Despite obvious distractions elsewhere during this campaign, housing delivery still sits atop the planning agenda, with the manifestos all setting targets and the broad route needed to reach them. The Conservatives will point to steps already taken along this long and winding road – most recently through the Neighbourhood Planning Act 2017 and its predecessor the Housing and Planning Act 2016. Similarly, the Housing White Paper affords us the rare luxury of a detailed annex to the aspirations commonly found in (deliberately) loosely drafted manifesto commitments. Whilst less “radical” than badged, it establishes a framework of policy changes aimed at speeding up housing delivery, through measures such as diversifying the market, getting local plans in place and holding the public and private sectors to account for delivery.

Housing delivery at scale is recognised as being paramount. This requires a commitment to supporting the growth of new towns and garden communities – where the worlds of housing and infrastructure collide most spectacularly. The Liberal Democrats propose at least 10 new garden communities whilst Labour also underline the need to start on a “new generation” of new towns. The current system already supports that drive with the introduction of a potentially significant power in the Neighbourhood Planning Act 2017 allowing Regulations to facilitate the designation of areas as new towns and for development corporations to be established.

Whichever party emerges victorious on 8th June, there is a sense that the keys to long-term success are not entirely in their hands. We are witnessing a shift in emphasis towards the increased role of the public sector as an enabler of development. The extent to which they are willing and able to embrace that role will go a long way towards determining whether the same issues – and proposed fixes – will remain on the planning agenda in 2022.

More planning protection for pubs

In 2015, the Government removed permitted development rights from pubs listed as Assets of Community Value (ACVs).  As previously reported, pubs which are listed as ACVs, or have been nominated to become ACVs, require planning permission for changes of use or demolition, which otherwise could be carried out under permitted development rights.

Noting the importance of pubs to local communities, some local authorities have made Article 4 Directions to remove permitted development rights from pubs. The London Borough of Wandsworth made an Article 4 Direction in August 2016 removing specified permitted development rights for changes of use, demolition and alteration for 120 identified pubs and bars.

Following Wandsworth’s lead, the London Borough of Southwark introduced an Article 4 Direction removing permitted development rights from all 188 pubs in Southwark in March 2017.  The Article 4 Direction means that planning permission will need to be obtained for specified changes of use, demolition, demolition or construction of gates, fences and walls, and exterior painting.

After discussions in Parliament in connection with the then Neighbourhood Planning Bill, the protection afforded has been further extended by the Government to cover all pubs rather than just those listed as ACVs. Section 15 of the Neighbourhood Planning Act obliges the Secretary of State to as soon as reasonably practicable make an order to remove permitted development rights for changes of use and demolition of pubs, and to grant permission for pubs to change to pub and café/restaurant use.  This requirement has been met by the making of the Town and Country Planning (General Permitted Development) (England) (Amendment) (No 2) Order 2017, which comes into force on 23 May 2017.

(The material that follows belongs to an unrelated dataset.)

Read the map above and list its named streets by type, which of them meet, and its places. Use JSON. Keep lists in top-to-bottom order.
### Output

The order removes permitted development rights so in most cases pubs will instead have to apply for planning permission to:

  • change to a shop;
  • change to a restaurant or café;
  • change to a state funded school;
  • change to a temporary flexible use; or
  • to be demolished.

The order includes a new permitted development right, to allow pubs to change use to “drinking establishments with expanded food provision” and vice versa without planning permission.

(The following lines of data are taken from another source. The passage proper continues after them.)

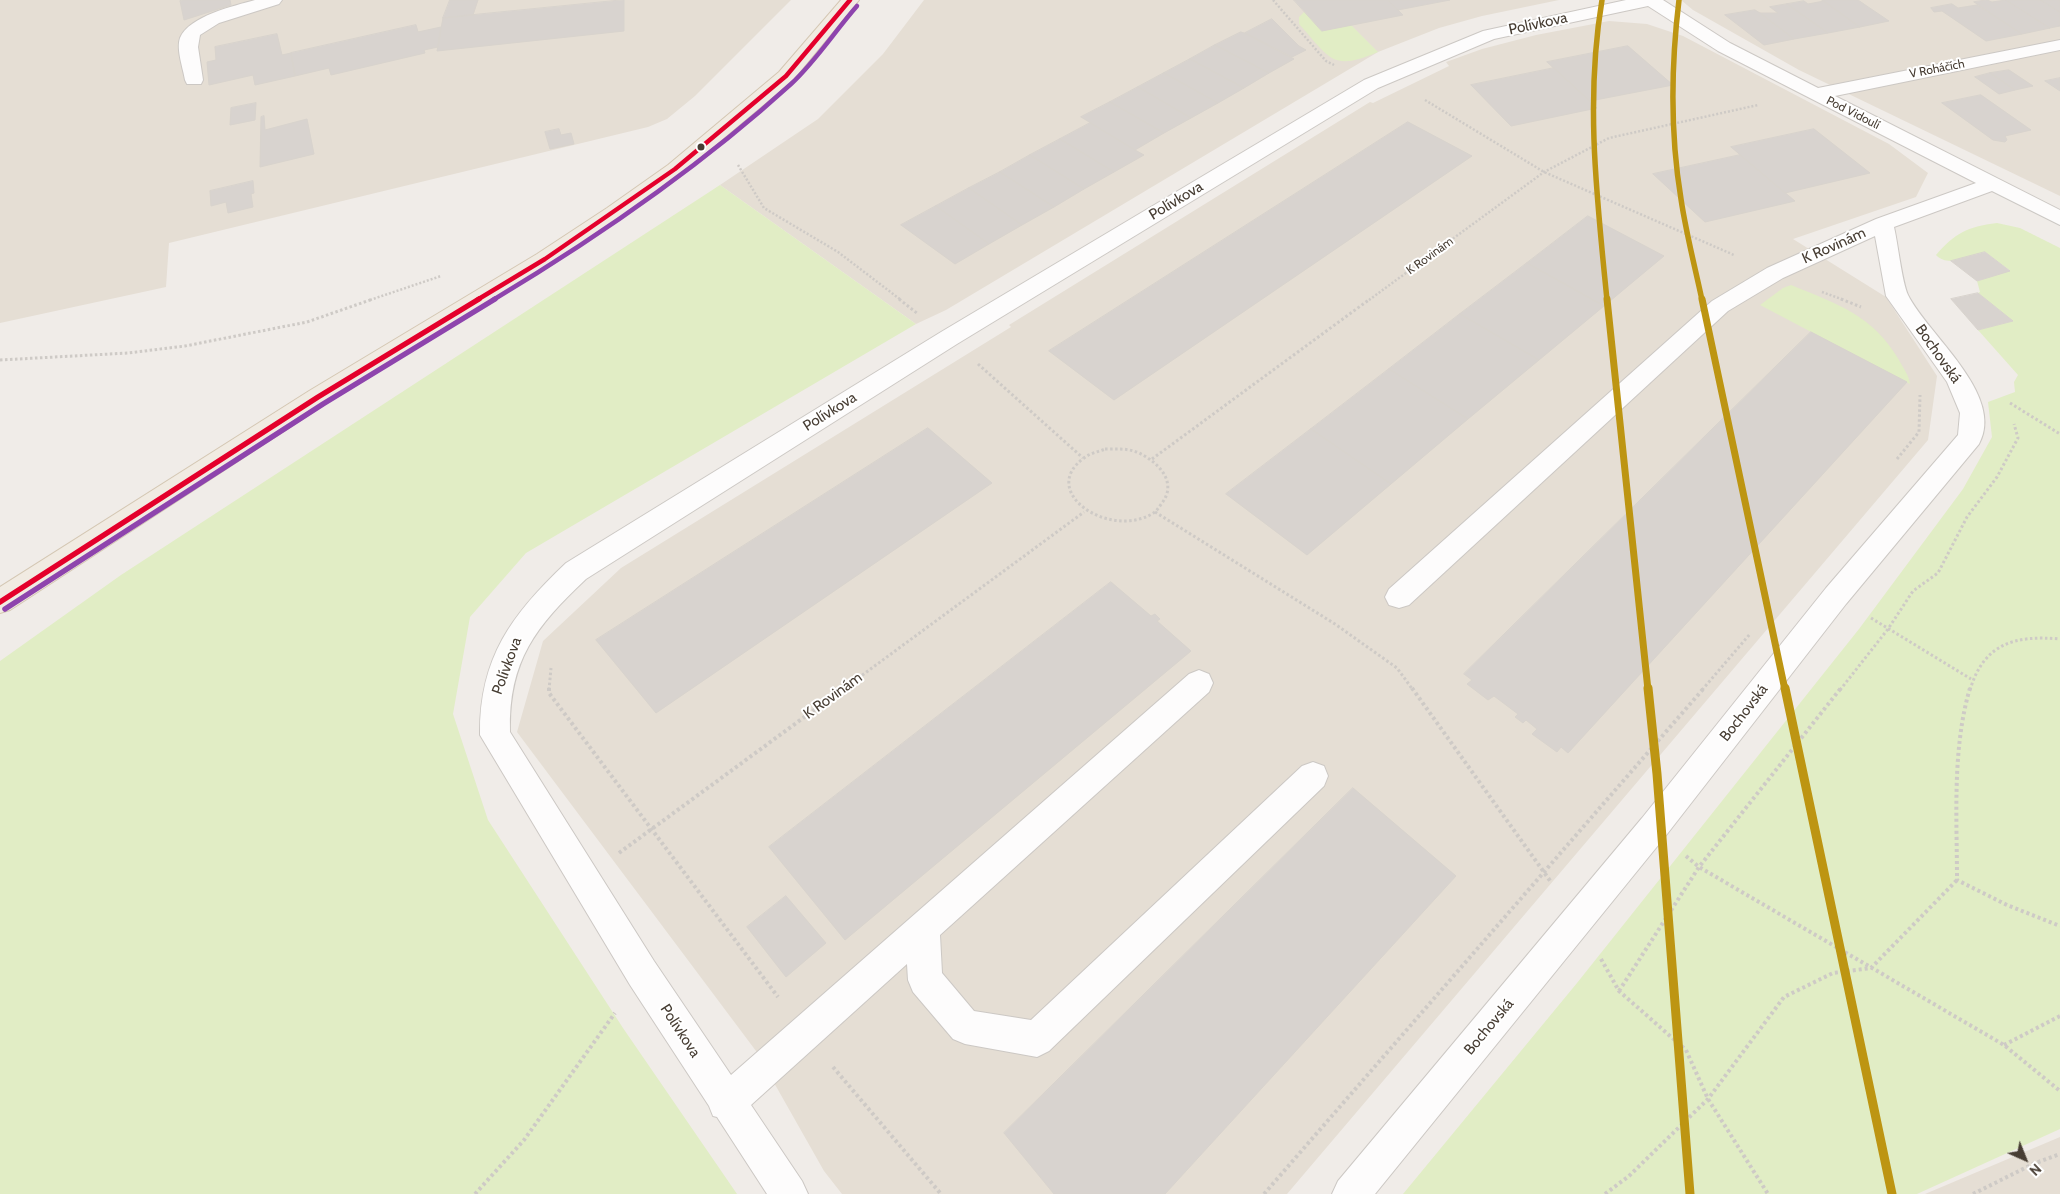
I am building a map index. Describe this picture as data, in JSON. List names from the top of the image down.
{
  "streets": {
    "street": [
      "Polívkova",
      "V Roháčích",
      "Pod Vidoulí",
      "K Rovinám",
      "Bochovská"
    ]
  },
  "crossings": [
    ["Polívkova", "Pod Vidoulí"],
    ["Polívkova", "K Rovinám"],
    ["V Roháčích", "Pod Vidoulí"],
    ["K Rovinám", "Bochovská"]
  ],
  "north": "bottom right"
}
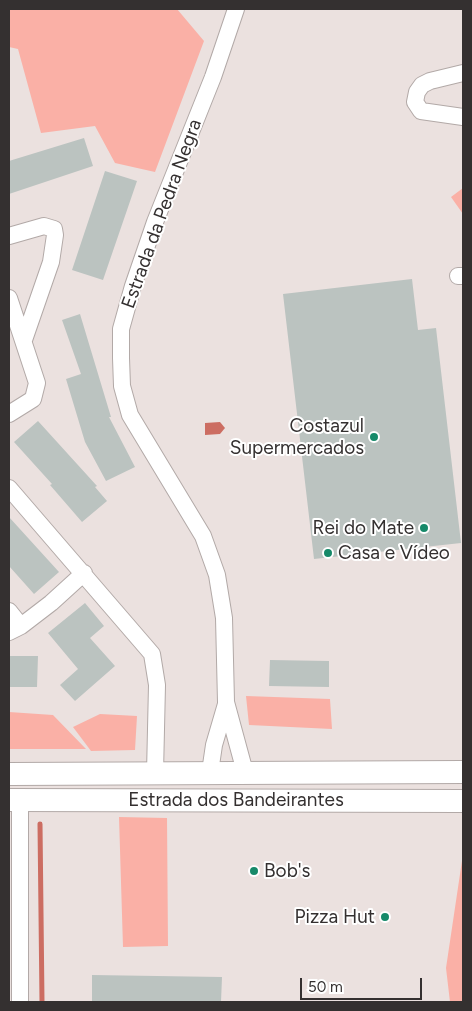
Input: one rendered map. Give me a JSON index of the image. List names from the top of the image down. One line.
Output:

The order demonstrates the importance of pubs to the Government, by requiring a planning application for a change of use other than to a pub restaurant.  While this change negates the need for communities to list their local as an ACV to prevent changes of use without planning permission, listing could still be pursued.  A local planning authority can consider ACV status as a material consideration on a planning application, and so ACV listing could be an extra factor the local planning authority has to take into account when considering an application to change the use of a pub.  This then offers an extra layer of protection for communities wanting to keep venues operating as pubs.

The new New Towns Agenda

The third reading of any Bill in the House of Lords is normally fantastically dull. That was not true of what is now the Neighbourhood Planning Act 2017. Lord Mathew Taylor introduced a new and apparently innocuous clause that allows a completely new and parallel way of bringing new towns forward. It authorises the rewriting of the existing new town legislation, by regulation, to allow local authorities, or groups of local authorities, to ask the Secretary of State to designate an area as a new town and for a development corporation to be set up.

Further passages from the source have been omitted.